# Source records
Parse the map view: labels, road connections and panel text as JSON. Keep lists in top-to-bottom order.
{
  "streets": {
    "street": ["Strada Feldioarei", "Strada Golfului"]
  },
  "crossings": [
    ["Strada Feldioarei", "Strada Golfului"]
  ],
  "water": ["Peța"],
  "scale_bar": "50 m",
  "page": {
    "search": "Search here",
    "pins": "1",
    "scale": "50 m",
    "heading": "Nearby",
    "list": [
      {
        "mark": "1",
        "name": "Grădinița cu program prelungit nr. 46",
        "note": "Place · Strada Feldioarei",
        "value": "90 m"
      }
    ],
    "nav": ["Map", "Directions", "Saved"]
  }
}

# Directions
Retype each line above exactly as written.

# Task output
Parse the map view: labels, road connections and panel text as JSON. Keep lists in top-to-bottom order.
{
  "streets": {
    "street": ["Strada Feldioarei", "Strada Golfului"]
  },
  "crossings": [
    ["Strada Feldioarei", "Strada Golfului"]
  ],
  "water": ["Peța"],
  "scale_bar": "50 m",
  "page": {
    "search": "Search here",
    "pins": "1",
    "scale": "50 m",
    "heading": "Nearby",
    "list": [
      {
        "mark": "1",
        "name": "Grădinița cu program prelungit nr. 46",
        "note": "Place · Strada Feldioarei",
        "value": "90 m"
      }
    ],
    "nav": ["Map", "Directions", "Saved"]
  }
}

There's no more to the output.